Not really. It was technically correct, but value is not generally found in technical correctness.

Let's face it, absolutist arguments are almost always unserious in rhetorical terms. Finding the one single item that dispels them does not make your overall argument serious, or move the discussion forward in a practical sense. Thus, no real value is rendered unto us.
 

Yes, an argument made time and time again as technology provides yet another step of efficiency can be describes as a tired argument.

How about a couple of more basic arguments:

1) Efficiency, in and of itself, is not of value. Only with a plan to usefully use the savings does it become valuable. If you don't plan what to use it for, you will waste it anyway.

2) Generative AI, in general, has not been shown to raise overall efficiency. The folks who produce genAI say it will increase efficiency, and will show you things like time-to-task-completion metrics to support that assertion. But they studiously avoid showing you what happens in the rest of the workflows the AI work is associated with.

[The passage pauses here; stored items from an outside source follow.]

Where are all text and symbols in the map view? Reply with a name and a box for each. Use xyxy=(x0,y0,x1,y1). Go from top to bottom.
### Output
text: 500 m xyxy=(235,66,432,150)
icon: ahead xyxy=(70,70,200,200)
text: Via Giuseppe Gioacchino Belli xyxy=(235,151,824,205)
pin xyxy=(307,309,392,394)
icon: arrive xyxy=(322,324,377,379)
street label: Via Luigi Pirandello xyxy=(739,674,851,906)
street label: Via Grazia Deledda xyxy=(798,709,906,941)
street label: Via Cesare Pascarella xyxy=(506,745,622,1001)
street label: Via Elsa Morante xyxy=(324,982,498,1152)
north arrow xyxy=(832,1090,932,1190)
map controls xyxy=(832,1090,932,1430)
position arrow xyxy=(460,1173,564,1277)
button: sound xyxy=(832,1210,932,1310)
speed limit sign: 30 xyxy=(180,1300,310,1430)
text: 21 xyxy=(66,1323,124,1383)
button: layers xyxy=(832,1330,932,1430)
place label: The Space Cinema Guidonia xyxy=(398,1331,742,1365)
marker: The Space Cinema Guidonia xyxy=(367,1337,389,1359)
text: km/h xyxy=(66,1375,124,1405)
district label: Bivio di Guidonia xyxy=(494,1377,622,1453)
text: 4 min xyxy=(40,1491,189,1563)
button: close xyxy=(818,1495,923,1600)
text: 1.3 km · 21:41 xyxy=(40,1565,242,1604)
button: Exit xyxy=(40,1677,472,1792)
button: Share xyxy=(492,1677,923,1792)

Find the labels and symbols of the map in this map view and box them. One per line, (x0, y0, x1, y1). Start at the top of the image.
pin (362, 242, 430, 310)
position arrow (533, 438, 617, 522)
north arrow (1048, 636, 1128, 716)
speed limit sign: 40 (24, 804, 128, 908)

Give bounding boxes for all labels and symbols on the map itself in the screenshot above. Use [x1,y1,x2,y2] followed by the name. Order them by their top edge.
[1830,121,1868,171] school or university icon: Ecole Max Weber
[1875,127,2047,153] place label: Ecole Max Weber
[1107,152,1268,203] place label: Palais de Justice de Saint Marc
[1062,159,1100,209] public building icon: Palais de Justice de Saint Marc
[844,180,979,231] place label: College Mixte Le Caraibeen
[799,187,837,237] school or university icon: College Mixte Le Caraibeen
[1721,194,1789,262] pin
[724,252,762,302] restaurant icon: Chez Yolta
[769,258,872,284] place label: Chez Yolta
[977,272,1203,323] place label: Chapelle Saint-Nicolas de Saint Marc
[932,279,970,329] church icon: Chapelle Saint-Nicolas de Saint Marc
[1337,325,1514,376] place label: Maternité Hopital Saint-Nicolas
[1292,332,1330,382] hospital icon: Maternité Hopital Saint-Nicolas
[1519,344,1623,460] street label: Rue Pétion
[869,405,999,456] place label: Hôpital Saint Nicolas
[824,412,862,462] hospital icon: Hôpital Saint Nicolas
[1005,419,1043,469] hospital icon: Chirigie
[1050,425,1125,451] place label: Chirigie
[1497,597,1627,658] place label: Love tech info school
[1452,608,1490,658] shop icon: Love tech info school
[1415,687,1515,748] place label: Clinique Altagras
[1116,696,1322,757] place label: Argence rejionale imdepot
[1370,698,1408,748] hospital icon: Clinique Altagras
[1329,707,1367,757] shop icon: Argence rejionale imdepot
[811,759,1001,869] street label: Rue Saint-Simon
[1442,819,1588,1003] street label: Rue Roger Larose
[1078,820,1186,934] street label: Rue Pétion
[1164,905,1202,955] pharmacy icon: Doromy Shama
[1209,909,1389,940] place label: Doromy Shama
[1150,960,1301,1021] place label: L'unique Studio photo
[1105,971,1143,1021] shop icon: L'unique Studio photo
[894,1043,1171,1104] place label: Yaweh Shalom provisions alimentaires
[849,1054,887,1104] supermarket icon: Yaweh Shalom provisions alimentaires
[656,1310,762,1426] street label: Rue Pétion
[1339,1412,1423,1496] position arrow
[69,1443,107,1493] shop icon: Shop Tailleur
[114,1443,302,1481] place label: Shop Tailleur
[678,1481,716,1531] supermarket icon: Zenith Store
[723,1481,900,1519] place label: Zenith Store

Commonly, the generative AI content goes into the workflow, and then in one way or another requires editing and revision that wipes away the savings in that task-completion time. This is often most obvious in AI generated code, or technical writing - the coding task is completed quickly, but the code is fragile, or difficult to maintain, and breaks later, increasing cost in fixing regression defects than it originally saved.

This leads to how only about 5% of enterprise-level generative AI projects end up delivering the expected value to the company that uses it.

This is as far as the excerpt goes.